Sunday, July 12, 2009
Benjamin Brown - Healing
Benjamin Brown, Testimonies for the Truth, 68-69. Brown records this incident as follows:
He had been engaged with his brother, and brother-in-law, in felling trees in a wood, in an adjoining township. These three had felled some trees, and as they were standing very thick, one had, in falling, struck another, and broken off one of its limbs, which hung suspended by the other branches. It is a very common thing in forest country to see dry detached limbs hanging in this way for months, and sometimes years, without falling. This one was about ten or eleven feet long, and as thick as a man's thigh, and very high up the tree. Some of these trees grow from a hundred to a hundred and fifty feet high, and seventy feet above the ground before a single branch is found. Not apprehending danger, Jesse was working without his hat, just under this branch. Suddenly, a movement caused by the wind shook the tree, and the loose branch fell from a height of at least sixty feet, striking him on the crown of his head, crushing him to the earth. The violence of the blow broke in a portion of his scull, forming a hollow about as large as the palm of a man's hand. His neck and shoulders were also much injured. Altogether, a more deplorable object I never saw in my life.
He was carried home by his friends, most of whom were members of the Church, and his father, who was not a member, procured a doctor, who pronounced Jesse's case desperate, unless, on removing the broken part of the scull, it should be found that the skin of he brain was still entire, when, by using a silver plate over the exposed portion, a chance might still exist of his life. The doctor proceeded to cut into Jesse's head for that purpose, but was stopped by his mother who strongly objected to this experiment, and sent for me to administer to him. I was then eight miles off, and at the time of my arrival he had not spoken, nor scarcely indicated any signs of life. Going into the room where he lay, I found it filled with the neighbors, who were mostly enemies of the Church. Sneers and jeers of "Here comes the Mormon, we'll soon see whether he can heal now," saluted my ears on all sides.

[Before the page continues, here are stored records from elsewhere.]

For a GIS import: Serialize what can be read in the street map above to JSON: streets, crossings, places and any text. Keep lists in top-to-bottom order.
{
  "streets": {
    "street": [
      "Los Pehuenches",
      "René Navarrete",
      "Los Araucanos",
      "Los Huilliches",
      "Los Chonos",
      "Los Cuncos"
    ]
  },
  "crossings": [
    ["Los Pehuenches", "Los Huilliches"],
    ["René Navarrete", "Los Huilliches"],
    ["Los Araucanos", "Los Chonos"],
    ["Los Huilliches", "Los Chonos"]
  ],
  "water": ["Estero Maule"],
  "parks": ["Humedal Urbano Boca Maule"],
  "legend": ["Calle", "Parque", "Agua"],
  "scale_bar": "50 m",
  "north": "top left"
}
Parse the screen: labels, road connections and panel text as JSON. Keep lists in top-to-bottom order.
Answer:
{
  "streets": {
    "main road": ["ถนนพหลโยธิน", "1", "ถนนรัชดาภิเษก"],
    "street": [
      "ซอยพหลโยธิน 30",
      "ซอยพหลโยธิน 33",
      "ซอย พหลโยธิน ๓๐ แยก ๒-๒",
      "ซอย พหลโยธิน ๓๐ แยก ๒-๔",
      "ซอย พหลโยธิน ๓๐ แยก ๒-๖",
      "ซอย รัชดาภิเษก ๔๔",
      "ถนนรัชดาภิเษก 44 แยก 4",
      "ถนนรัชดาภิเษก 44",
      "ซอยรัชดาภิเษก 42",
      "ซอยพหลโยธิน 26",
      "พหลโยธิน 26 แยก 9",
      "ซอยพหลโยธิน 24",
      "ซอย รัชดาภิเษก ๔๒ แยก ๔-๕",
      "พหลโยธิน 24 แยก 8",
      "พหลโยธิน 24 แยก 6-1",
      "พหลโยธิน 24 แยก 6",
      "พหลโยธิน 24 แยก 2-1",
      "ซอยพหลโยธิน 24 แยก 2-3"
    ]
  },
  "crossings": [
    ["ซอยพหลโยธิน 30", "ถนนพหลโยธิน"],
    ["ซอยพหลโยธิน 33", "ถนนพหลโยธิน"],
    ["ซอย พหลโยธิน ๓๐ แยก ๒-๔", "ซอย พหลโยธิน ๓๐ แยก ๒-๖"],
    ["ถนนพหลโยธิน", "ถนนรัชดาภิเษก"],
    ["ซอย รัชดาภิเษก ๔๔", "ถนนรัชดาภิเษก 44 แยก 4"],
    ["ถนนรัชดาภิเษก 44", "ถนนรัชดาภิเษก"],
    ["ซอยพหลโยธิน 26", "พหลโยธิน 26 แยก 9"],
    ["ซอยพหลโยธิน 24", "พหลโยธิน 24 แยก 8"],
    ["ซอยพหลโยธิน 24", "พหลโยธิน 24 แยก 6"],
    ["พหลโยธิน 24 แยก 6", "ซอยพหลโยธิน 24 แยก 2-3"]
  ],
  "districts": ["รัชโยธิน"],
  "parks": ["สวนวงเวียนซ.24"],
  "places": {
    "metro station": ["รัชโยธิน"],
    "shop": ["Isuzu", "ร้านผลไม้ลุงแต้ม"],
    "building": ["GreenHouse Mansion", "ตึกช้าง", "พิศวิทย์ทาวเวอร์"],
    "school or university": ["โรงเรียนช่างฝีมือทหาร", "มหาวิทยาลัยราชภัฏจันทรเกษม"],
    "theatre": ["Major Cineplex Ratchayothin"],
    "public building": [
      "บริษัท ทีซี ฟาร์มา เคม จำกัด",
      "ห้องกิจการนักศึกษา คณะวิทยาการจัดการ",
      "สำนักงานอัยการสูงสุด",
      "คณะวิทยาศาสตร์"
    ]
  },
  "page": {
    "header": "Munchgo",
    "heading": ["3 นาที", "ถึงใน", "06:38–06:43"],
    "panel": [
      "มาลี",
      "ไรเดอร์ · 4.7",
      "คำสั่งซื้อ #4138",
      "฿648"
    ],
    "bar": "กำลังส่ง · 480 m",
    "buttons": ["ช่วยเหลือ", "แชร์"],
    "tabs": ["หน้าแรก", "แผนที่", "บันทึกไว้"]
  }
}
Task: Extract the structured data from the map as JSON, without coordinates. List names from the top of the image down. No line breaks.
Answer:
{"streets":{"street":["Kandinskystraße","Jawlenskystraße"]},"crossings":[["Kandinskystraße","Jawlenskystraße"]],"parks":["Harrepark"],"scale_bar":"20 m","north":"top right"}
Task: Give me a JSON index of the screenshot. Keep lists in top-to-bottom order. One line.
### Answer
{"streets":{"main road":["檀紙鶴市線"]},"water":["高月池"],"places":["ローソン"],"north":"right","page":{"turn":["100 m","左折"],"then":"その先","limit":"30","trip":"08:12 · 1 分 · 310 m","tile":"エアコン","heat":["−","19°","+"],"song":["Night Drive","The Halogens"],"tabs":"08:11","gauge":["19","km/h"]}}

From a sign which I had received while on my way, I knew he would recover, and being minded, on account of the reason given in the previous remarks, that such characters should not be privileged to behold a manifestation of the power of God, I, like Peter of old, cleared the house of all but Jesse's relatives, and administered to him in the name of the Lord. Jesse then recovered sufficiently to speak, after which he fell into a peaceful sleep, and, before morning, was altogether better. In less than four days, from the time of receiving this terrible accident, from which there seemed no human probability that he could recover, or, if he did, only to survive the loss of reason, he was again at work in the woods, hauling timber, the wound being entirely healed up. Since then, he, as an elder of this Church, has been on missions to various parts of the world, including England, and has lately fulfilled a mission to Nova Scotia. The above case of healing occurred in the winter.